* REQUIRED WORK
Below this sentence is a listing; return exactly its lines from the one with "position:absolute; translate:-50% -50%;" to the one with "flex:none; width:22px; height:22px;", both kept, and nothing more.

* RECORDS PROVIDED
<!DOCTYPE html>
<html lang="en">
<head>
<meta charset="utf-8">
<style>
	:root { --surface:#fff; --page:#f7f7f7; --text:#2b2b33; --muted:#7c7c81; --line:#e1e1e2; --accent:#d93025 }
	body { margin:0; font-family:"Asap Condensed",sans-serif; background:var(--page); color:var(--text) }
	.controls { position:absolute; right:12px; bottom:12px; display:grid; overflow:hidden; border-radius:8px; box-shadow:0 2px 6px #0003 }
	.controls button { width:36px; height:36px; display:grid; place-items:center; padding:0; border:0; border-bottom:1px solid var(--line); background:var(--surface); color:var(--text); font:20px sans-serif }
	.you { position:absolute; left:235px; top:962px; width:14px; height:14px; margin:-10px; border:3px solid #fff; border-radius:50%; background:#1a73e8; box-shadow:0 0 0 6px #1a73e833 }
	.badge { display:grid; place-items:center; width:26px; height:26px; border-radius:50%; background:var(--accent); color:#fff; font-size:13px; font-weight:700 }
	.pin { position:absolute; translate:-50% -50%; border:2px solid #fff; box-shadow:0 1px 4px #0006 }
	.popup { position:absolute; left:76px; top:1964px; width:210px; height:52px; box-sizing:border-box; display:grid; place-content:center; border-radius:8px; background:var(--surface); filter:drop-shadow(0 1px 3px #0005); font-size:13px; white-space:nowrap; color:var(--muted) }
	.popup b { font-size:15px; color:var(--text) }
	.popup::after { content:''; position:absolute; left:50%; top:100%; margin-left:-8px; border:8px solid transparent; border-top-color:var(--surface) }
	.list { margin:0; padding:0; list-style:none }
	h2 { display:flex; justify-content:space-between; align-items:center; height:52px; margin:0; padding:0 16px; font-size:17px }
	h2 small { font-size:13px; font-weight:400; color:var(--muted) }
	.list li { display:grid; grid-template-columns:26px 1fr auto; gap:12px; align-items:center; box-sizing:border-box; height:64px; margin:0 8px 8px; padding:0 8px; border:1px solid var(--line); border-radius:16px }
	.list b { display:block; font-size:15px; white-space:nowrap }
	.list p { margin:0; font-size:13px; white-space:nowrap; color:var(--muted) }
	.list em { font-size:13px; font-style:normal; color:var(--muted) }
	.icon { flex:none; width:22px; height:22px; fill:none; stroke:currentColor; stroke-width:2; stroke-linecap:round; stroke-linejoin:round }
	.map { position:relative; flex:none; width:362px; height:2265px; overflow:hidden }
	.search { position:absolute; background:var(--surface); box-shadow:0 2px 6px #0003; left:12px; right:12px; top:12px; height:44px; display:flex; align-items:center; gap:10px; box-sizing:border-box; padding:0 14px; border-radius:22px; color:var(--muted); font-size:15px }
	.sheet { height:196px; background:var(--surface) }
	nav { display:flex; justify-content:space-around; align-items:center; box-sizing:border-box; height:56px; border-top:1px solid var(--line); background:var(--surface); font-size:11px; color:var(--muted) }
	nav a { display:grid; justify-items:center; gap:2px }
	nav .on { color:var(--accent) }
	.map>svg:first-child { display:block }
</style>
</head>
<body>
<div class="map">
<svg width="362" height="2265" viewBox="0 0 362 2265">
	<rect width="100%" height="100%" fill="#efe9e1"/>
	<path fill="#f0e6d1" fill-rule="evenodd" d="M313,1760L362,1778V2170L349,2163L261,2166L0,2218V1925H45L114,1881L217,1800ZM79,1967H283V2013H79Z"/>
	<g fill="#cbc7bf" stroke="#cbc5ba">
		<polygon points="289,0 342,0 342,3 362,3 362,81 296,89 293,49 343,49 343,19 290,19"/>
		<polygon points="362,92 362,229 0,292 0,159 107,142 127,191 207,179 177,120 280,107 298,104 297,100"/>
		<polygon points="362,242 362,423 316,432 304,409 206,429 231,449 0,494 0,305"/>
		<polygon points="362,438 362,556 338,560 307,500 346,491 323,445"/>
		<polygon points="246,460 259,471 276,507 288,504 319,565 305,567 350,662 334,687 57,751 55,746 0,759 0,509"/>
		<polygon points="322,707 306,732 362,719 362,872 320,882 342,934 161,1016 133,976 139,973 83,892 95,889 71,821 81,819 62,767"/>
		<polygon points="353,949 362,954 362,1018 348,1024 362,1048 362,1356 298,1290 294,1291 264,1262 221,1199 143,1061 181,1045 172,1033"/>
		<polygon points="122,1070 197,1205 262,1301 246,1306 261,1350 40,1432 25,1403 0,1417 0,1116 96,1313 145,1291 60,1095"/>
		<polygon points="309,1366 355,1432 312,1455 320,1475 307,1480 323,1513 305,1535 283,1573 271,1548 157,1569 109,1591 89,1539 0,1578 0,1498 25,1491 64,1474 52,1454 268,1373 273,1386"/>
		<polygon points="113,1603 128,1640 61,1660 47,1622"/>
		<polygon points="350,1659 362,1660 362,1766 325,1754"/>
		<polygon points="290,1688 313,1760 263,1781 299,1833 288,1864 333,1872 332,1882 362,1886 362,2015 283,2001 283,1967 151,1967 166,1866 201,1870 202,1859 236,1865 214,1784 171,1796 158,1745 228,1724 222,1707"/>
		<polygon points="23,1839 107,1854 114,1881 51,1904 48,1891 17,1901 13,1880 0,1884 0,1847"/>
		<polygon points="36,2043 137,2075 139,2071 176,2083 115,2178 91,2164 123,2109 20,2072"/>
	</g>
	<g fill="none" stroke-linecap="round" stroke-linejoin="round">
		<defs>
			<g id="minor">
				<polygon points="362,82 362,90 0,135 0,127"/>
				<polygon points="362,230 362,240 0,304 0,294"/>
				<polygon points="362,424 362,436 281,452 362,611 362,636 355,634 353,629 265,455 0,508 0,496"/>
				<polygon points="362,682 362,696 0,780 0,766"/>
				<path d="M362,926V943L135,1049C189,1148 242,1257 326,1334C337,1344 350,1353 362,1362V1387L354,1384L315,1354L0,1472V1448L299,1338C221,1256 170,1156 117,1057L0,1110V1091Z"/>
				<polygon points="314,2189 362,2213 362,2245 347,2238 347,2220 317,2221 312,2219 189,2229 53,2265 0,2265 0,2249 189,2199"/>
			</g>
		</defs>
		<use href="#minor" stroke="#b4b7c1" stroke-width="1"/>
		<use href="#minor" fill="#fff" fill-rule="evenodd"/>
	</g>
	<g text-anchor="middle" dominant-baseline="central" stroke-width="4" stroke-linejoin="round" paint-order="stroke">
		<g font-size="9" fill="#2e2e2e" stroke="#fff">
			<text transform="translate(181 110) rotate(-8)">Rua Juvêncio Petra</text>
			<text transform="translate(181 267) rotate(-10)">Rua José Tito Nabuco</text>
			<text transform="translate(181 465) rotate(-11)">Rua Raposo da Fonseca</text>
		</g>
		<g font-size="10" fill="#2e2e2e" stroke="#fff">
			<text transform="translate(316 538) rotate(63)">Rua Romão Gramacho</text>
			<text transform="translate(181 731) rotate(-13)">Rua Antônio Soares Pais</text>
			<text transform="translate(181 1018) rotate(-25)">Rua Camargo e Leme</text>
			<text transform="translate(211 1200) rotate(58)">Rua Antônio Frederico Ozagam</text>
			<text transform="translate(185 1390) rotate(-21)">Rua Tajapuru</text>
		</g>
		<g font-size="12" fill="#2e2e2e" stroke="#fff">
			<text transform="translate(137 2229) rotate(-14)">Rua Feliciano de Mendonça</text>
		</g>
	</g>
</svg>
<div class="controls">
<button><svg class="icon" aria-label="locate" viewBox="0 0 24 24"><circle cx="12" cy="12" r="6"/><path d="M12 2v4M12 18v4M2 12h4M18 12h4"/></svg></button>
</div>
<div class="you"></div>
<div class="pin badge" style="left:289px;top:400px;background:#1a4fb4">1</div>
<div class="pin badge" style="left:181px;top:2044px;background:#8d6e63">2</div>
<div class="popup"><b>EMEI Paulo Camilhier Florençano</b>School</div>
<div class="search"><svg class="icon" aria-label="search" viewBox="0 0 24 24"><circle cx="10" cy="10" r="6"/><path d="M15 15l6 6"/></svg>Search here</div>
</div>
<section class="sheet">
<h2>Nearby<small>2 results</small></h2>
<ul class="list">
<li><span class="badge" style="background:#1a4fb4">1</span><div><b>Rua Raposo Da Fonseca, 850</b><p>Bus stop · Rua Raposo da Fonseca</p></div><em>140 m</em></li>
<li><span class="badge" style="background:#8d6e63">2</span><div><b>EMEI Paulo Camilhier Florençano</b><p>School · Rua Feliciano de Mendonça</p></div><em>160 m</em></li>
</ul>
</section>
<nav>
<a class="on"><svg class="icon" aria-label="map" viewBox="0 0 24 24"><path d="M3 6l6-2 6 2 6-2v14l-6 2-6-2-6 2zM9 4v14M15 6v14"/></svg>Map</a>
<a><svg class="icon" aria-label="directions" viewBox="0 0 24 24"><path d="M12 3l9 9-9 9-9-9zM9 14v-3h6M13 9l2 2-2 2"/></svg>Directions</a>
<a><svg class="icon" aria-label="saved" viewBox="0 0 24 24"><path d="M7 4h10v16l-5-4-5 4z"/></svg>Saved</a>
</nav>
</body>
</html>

* RESPONSE BOX
	.pin { position:absolute; translate:-50% -50%; border:2px solid #fff; box-shadow:0 1px 4px #0006 }
	.popup { position:absolute; left:76px; top:1964px; width:210px; height:52px; box-sizing:border-box; display:grid; place-content:center; border-radius:8px; background:var(--surface); filter:drop-shadow(0 1px 3px #0005); font-size:13px; white-space:nowrap; color:var(--muted) }
	.popup b { font-size:15px; color:var(--text) }
	.popup::after { content:''; position:absolute; left:50%; top:100%; margin-left:-8px; border:8px solid transparent; border-top-color:var(--surface) }
	.list { margin:0; padding:0; list-style:none }
	h2 { display:flex; justify-content:space-between; align-items:center; height:52px; margin:0; padding:0 16px; font-size:17px }
	h2 small { font-size:13px; font-weight:400; color:var(--muted) }
	.list li { display:grid; grid-template-columns:26px 1fr auto; gap:12px; align-items:center; box-sizing:border-box; height:64px; margin:0 8px 8px; padding:0 8px; border:1px solid var(--line); border-radius:16px }
	.list b { display:block; font-size:15px; white-space:nowrap }
	.list p { margin:0; font-size:13px; white-space:nowrap; color:var(--muted) }
	.list em { font-size:13px; font-style:normal; color:var(--muted) }
	.icon { flex:none; width:22px; height:22px; fill:none; stroke:currentColor; stroke-width:2; stroke-linecap:round; stroke-linejoin:round }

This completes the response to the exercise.